Transcribe exactly, and only, the lines that run from the one containing "Transcribe the names" through the end of the records.
(Data shown Opens)
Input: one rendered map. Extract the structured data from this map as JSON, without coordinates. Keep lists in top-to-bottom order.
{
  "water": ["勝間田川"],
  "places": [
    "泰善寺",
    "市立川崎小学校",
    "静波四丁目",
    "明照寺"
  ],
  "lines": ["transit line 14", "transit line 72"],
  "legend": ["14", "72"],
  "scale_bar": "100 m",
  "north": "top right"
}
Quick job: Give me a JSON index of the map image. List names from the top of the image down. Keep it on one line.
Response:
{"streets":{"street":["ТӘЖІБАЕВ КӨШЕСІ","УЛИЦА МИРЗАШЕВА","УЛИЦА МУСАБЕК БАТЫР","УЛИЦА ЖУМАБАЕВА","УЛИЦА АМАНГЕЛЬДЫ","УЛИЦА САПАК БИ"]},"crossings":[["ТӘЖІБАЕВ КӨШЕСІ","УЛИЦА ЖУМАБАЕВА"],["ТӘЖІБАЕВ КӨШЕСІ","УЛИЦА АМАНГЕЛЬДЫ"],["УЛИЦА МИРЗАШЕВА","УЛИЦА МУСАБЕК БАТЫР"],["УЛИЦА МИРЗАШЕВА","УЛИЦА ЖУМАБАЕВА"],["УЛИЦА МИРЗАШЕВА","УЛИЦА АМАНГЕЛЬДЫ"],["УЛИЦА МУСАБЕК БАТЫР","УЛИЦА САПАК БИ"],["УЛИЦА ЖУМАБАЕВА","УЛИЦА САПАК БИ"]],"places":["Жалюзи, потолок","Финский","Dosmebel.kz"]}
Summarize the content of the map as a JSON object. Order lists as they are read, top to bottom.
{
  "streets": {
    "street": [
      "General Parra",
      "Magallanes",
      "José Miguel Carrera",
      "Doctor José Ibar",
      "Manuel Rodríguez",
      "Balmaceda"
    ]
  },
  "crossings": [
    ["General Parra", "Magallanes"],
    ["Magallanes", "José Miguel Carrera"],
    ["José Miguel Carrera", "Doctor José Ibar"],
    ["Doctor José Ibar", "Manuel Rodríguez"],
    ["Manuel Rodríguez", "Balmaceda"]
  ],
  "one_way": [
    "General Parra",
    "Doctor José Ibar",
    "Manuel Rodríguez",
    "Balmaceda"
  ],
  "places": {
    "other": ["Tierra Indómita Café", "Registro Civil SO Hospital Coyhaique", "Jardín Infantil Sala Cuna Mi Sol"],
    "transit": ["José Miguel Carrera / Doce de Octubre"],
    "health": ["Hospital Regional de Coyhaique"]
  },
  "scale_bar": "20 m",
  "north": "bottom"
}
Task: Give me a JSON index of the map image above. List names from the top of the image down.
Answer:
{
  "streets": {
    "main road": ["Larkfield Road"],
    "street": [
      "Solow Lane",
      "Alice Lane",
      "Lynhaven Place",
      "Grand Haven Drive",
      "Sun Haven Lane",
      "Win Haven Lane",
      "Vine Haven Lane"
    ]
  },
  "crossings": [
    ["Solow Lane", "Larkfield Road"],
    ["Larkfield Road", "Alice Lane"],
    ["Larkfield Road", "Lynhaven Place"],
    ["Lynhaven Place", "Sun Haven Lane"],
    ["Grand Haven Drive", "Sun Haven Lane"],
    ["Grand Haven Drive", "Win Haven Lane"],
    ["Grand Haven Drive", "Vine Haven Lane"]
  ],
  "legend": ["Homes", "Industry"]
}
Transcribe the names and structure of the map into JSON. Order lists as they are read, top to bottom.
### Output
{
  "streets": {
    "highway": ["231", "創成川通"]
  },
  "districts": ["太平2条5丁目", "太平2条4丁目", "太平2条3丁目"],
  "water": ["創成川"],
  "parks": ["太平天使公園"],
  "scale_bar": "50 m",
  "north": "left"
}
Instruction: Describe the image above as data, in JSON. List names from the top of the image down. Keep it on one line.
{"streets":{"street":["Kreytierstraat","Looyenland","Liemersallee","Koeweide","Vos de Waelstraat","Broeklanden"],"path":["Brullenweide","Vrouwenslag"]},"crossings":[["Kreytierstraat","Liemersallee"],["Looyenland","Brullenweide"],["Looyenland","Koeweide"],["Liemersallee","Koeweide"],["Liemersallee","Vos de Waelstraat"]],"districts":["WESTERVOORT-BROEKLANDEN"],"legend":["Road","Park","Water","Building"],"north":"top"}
(Data shown Closes)
* Task output
Transcribe the names and structure of the map into JSON. Order lists as they are read, top to bottom.
### Output
{
  "streets": {
    "highway": ["231", "創成川通"]
  },
  "districts": ["太平2条5丁目", "太平2条4丁目", "太平2条3丁目"],
  "water": ["創成川"],
  "parks": ["太平天使公園"],
  "scale_bar": "50 m",
  "north": "left"
}
Instruction: Describe the image above as data, in JSON. List names from the top of the image down. Keep it on one line.
{"streets":{"street":["Kreytierstraat","Looyenland","Liemersallee","Koeweide","Vos de Waelstraat","Broeklanden"],"path":["Brullenweide","Vrouwenslag"]},"crossings":[["Kreytierstraat","Liemersallee"],["Looyenland","Brullenweide"],["Looyenland","Koeweide"],["Liemersallee","Koeweide"],["Liemersallee","Vos de Waelstraat"]],"districts":["WESTERVOORT-BROEKLANDEN"],"legend":["Road","Park","Water","Building"],"north":"top"}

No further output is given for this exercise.